▶ _Information supplied_:
┄┄┄┄┄┄

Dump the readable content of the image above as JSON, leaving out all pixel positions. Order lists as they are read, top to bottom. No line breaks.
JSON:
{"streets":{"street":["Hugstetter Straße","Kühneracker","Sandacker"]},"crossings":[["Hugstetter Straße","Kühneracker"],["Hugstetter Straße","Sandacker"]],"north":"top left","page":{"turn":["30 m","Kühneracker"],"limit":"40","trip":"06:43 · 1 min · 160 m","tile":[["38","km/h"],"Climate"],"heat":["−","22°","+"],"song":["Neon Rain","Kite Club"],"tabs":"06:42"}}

┄┄┄┄┄┄

▶ _What to do_: Retype all of the material above. Do not alter a single word.

▶ _The answer_:
Dump the readable content of the image above as JSON, leaving out all pixel positions. Order lists as they are read, top to bottom. No line breaks.
JSON:
{"streets":{"street":["Hugstetter Straße","Kühneracker","Sandacker"]},"crossings":[["Hugstetter Straße","Kühneracker"],["Hugstetter Straße","Sandacker"]],"north":"top left","page":{"turn":["30 m","Kühneracker"],"limit":"40","trip":"06:43 · 1 min · 160 m","tile":[["38","km/h"],"Climate"],"heat":["−","22°","+"],"song":["Neon Rain","Kite Club"],"tabs":"06:42"}}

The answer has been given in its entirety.